── Records to process
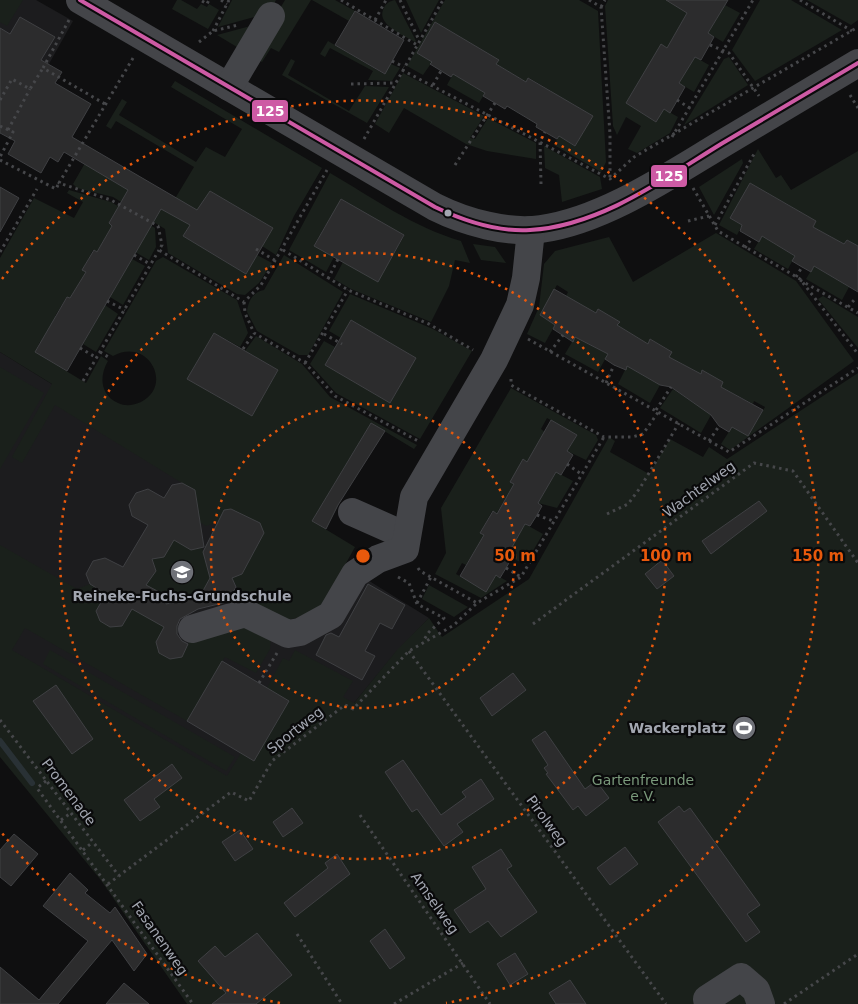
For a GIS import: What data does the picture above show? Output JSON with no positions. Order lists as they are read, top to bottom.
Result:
{
  "streets": {
    "path": [
      "Wachtelweg",
      "Sportweg",
      "Promenade",
      "Pirolweg",
      "Amselweg",
      "Fasanenweg"
    ]
  },
  "crossings": [
    ["Sportweg", "Promenade"],
    ["Sportweg", "Pirolweg"],
    ["Sportweg", "Fasanenweg"],
    ["Promenade", "Fasanenweg"]
  ],
  "parks": ["Gartenfreunde e.V."],
  "places": {
    "school or university": ["Reineke-Fuchs-Grundschule"],
    "sports": ["Wackerplatz"]
  },
  "lines": ["transit line 125"],
  "rings": ["50 m", "100 m", "150 m"]
}
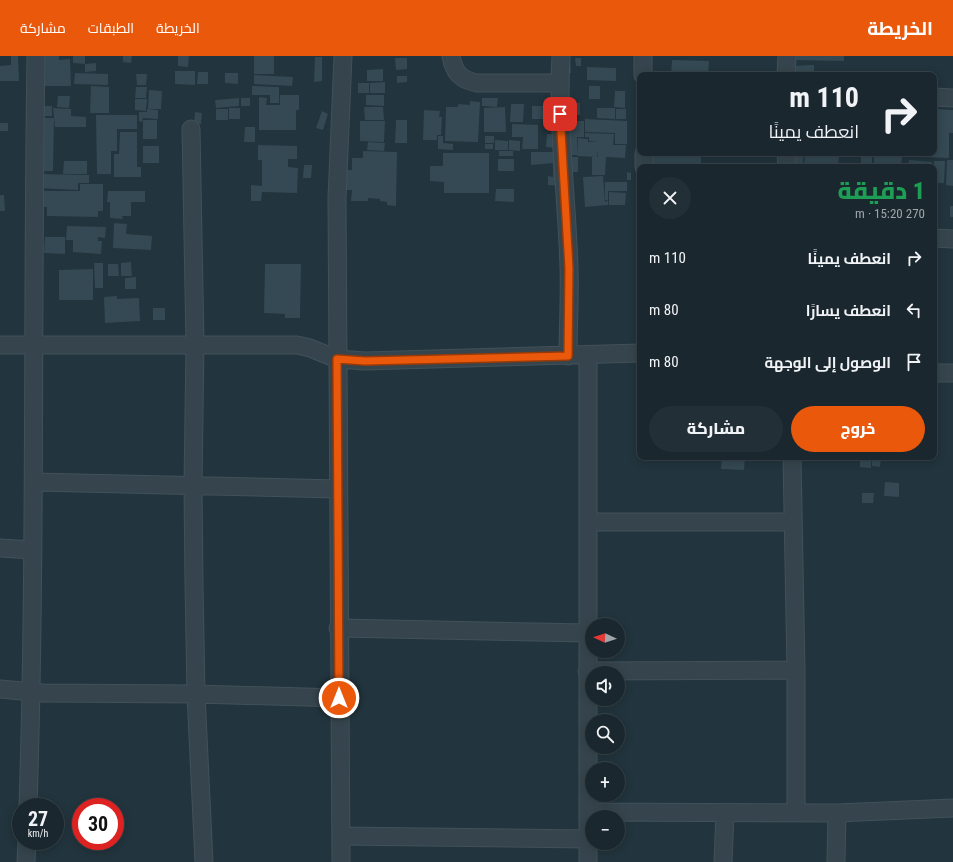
────
**Action item**
Give the data above again in full and unchanged, skipping the pictures.

**Solution for this problem**
For a GIS import: What data does the picture above show? Output JSON with no positions. Order lists as they are read, top to bottom.
Result:
{
  "streets": {
    "path": [
      "Wachtelweg",
      "Sportweg",
      "Promenade",
      "Pirolweg",
      "Amselweg",
      "Fasanenweg"
    ]
  },
  "crossings": [
    ["Sportweg", "Promenade"],
    ["Sportweg", "Pirolweg"],
    ["Sportweg", "Fasanenweg"],
    ["Promenade", "Fasanenweg"]
  ],
  "parks": ["Gartenfreunde e.V."],
  "places": {
    "school or university": ["Reineke-Fuchs-Grundschule"],
    "sports": ["Wackerplatz"]
  },
  "lines": ["transit line 125"],
  "rings": ["50 m", "100 m", "150 m"]
}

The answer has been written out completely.